It could therefore be argued that Part 2-42 provides a further penalty by eliminating one of the few advantages obtained from ceasing to be an employee. When applying Part IVA, could it be concluded (as per s 177D of the ITAA 1936) in such cases that the dominant purpose of such a scheme is to obtain a tax benefit (income splitting)? This further shows that if income splitting is considered undesirable we need a simple statutory mechanism to combat it: Part 2-42 and Part IVA are not good mechanisms in this area.

Finally, the lack of overall success of Part 2-42 can be seen in examining the taxation statistics, with less than one percent of total revenue collected by the Commissioner being from Part 2-42.[117]

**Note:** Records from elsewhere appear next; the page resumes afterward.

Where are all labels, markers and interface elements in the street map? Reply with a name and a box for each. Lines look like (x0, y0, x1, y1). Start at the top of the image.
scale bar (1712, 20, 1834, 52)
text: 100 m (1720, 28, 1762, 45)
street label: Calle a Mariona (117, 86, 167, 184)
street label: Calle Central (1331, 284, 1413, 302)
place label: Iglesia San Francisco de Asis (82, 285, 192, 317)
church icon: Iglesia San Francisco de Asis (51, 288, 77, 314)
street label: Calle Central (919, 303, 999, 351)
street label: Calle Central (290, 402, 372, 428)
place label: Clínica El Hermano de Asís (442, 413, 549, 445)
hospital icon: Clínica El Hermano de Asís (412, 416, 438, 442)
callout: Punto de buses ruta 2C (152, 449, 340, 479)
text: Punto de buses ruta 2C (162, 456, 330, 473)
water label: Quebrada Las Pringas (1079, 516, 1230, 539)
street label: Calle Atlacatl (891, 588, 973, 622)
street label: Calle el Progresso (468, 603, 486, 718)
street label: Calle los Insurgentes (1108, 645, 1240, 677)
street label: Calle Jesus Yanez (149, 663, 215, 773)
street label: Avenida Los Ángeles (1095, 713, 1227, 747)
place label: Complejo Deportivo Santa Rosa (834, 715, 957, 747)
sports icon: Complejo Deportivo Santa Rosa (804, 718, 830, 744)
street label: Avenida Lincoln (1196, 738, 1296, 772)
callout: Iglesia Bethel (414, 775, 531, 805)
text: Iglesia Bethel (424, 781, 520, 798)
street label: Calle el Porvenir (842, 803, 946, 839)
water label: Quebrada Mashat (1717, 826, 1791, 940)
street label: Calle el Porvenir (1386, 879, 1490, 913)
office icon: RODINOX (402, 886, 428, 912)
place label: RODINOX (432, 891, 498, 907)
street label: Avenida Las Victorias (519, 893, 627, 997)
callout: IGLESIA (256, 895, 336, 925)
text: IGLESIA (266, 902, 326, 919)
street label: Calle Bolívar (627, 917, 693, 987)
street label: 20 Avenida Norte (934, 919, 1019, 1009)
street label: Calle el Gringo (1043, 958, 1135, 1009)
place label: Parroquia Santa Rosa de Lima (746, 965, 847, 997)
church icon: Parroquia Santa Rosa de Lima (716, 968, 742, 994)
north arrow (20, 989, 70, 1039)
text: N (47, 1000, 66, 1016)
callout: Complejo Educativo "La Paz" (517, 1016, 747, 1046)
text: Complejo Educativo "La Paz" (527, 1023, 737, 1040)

In contrast, Ralph had estimated the measures would ‘raise up to $530 million a year by 2004–05’ through the elimination of income splitting and denial of certain deductions and that the PSI rules would raise $2410 million over a four year period.

4. ALTERNATIVE STRATEGIES

There is a need to consider alternative strategies for the curbing of income splitting. These include the treatment of PSI in other comparable jurisdictions including the United Kingdom (‘the UK’), the United States (‘the US’), Canada and New Zealand (‘NZ’). Further, alternative strategies can include addressing the underlying causes of income splitting (including tax rates, tax-free thresholds, tax units, and industrial issues), eliminating the differentiation between non-PSI and PSI, and redesigning Part 2-42.

4.1 International Practices

Turning first to overseas jurisdictions, in the UK, PSI channelled through a company where an individual or their family control more than five percent of the ordinary share capital, or are entitled to receive more than five percent of the dividends, or the individual is entitled to receive or receives payments which could reasonably be considered to have been for services provided by the individual, is subject to rules which require PSI to be paid out to the individual deriving the income, either as Pay As You Earn (‘PAYE’) salary or as dividends. For partnerships the test is whether the individual or their family is entitled to 60 percent or more of the partnership’s profits, or all or the majority of partnership income is received from one client or the partnership’s profit sharing arrangements are designed to ensure the individual receives amounts based on payments received from clients for the individual’s services.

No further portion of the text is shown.